Brief: From the line with "height:28px; margin:-14px; padding:0" through the line with "width:19px; height:19px; translate:-50%", inclusive, return each line of the data below exactly and leave the rest out.
Dataset START
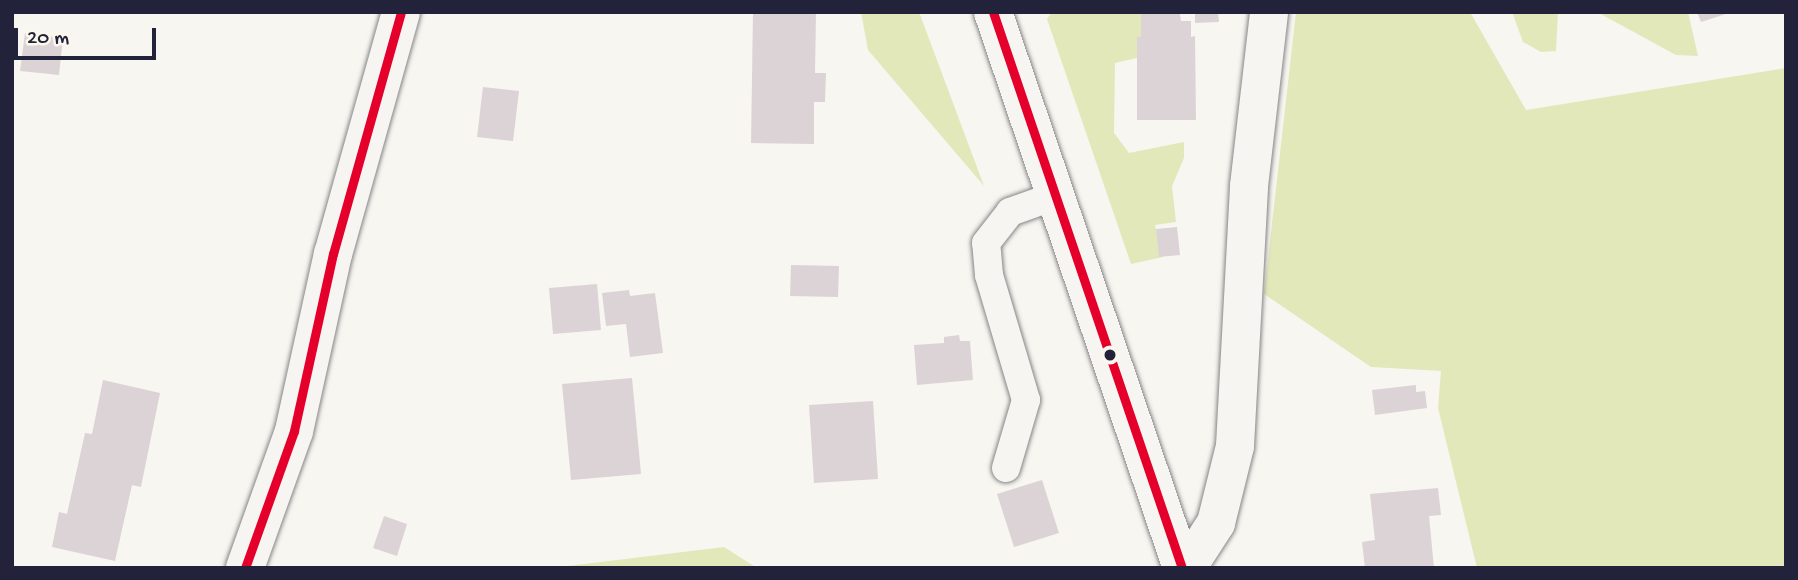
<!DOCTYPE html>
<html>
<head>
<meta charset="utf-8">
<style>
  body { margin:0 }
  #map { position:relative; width:1798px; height:580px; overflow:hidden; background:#f8f6f0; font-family:"Gochi Hand",sans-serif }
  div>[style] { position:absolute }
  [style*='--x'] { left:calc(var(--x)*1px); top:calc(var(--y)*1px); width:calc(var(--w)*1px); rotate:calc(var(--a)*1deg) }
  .green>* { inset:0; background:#e3e8bb }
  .building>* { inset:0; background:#dcd3d7 }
  .roads { filter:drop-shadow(0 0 2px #878688) drop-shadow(0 0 2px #878688) }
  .lane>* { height:28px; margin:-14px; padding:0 14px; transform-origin:14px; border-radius:14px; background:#f6f5f1 }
  .street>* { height:38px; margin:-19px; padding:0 19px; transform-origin:19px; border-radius:19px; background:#f6f5f1 }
  .secondary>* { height:38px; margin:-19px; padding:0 19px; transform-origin:19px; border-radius:19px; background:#f6f5f1 }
  .bus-1>* { height:9px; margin:-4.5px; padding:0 4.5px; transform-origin:4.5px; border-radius:4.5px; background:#e4002b }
  .dots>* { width:19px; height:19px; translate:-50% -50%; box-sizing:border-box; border:4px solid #fbf7ec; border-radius:50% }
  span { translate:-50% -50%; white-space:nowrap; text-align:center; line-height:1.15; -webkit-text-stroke:5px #fbf7ec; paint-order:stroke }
  .frame { position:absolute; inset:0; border:14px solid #22223b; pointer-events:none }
  .scale { position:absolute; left:14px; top:28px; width:142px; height:32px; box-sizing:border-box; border:4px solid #22223b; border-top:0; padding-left:9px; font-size:21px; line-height:24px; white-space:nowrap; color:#22223b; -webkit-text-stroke:5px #fbf7ec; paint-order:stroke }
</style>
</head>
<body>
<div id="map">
  <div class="green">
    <div style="clip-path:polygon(861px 12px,919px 12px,984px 186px,868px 50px)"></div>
    <div style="clip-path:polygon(1052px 12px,1142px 12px,1141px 57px,1115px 63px,1114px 133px,1129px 153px,1184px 142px,1184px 158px,1172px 186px,1176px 222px,1155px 225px,1163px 257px,1131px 264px,1047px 19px)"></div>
    <div style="clip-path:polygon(1296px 12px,1470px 12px,1526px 110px,1786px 68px,1786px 568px,1477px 568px,1438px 408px,1441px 371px,1371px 367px,1264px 294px)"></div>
    <div style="clip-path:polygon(1512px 12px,1558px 12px,1556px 51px,1541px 52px,1523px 42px)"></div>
    <div style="clip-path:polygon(1597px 12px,1688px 12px,1698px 56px,1676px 55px)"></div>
    <div style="clip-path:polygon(724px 547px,757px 568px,551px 568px)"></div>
  </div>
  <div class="building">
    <div style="clip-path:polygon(753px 12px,816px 12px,815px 73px,826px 73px,825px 102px,814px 102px,814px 144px,751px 143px)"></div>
    <div style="clip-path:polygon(1195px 12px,1218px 12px,1219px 22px,1195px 23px)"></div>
    <div style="clip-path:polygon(1697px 12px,1729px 12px,1729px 13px,1701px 22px)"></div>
    <div style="clip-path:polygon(1141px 14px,1180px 14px,1181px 21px,1191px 21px,1191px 37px,1195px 36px,1196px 120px,1137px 120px,1137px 37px,1141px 37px)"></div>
    <div style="clip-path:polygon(25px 33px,63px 38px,59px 75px,20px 71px)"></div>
    <div style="clip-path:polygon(483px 87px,519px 91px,513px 141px,477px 137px)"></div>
    <div style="clip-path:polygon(1177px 227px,1180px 255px,1159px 257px,1156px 229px)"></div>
    <div style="clip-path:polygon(791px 265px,839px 266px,838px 297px,790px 296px)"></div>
    <div style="clip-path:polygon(597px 284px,601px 330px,553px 334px,549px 288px)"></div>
    <div style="clip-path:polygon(629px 290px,630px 296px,655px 293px,663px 353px,630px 357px,626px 324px,606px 326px,602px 293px)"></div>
    <div style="clip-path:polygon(959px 335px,960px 341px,970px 341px,973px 380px,917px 385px,914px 345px,944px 343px,944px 337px)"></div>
    <div style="clip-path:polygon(632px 378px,641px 474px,571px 480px,562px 384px)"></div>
    <div style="clip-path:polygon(103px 380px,160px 393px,141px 487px,132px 485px,115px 561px,52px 547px,59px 512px,67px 514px,85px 433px,92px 434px)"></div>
    <div style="clip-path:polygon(1416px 385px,1416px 392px,1425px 391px,1427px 408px,1375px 415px,1372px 390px)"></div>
    <div style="clip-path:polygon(873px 401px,878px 479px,814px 483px,809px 405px)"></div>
    <div style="clip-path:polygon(1042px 480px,1059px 533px,1014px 547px,997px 494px)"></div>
    <div style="clip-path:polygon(1438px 488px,1441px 515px,1429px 516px,1434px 568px,1365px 568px,1362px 542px,1375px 540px,1370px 494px)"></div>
    <div style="clip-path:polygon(384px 516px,407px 524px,397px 556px,373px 548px)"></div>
  </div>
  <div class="roads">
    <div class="lane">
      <div style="--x:1006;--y:468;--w:71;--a:-73.6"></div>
      <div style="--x:1026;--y:400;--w:130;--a:-106.5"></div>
      <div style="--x:989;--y:275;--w:32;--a:-95"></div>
      <div style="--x:986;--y:243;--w:39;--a:-52"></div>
      <div style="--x:1010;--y:212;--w:48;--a:-19.6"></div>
    </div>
    <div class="street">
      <div style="--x:1187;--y:568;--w:54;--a:-57.2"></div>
      <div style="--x:1216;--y:523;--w:79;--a:-76.1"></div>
      <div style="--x:1235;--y:446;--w:260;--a:-86.9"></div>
      <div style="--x:1249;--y:186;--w:175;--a:-83.4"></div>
    </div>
    <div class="secondary">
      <div style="--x:993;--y:12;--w:587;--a:71.23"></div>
      <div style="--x:245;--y:568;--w:145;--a:-70.3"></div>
      <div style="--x:294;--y:431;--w:181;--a:-77.6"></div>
      <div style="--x:333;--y:254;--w:251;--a:-74.3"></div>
    </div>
  </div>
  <div class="bus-1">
    <div style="--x:993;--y:12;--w:587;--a:71.23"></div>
    <div style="--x:245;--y:568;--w:145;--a:-70.3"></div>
    <div style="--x:294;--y:431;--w:181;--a:-77.6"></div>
    <div style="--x:333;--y:254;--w:251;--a:-74.3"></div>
  </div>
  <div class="dots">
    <div style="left:1110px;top:355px;background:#22223b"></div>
  </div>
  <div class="frame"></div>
  <div class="scale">20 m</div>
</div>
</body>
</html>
Dataset END
Task solution:
  .lane>* { height:28px; margin:-14px; padding:0 14px; transform-origin:14px; border-radius:14px; background:#f6f5f1 }
  .street>* { height:38px; margin:-19px; padding:0 19px; transform-origin:19px; border-radius:19px; background:#f6f5f1 }
  .secondary>* { height:38px; margin:-19px; padding:0 19px; transform-origin:19px; border-radius:19px; background:#f6f5f1 }
  .bus-1>* { height:9px; margin:-4.5px; padding:0 4.5px; transform-origin:4.5px; border-radius:4.5px; background:#e4002b }
  .dots>* { width:19px; height:19px; translate:-50% -50%; box-sizing:border-box; border:4px solid #fbf7ec; border-radius:50% }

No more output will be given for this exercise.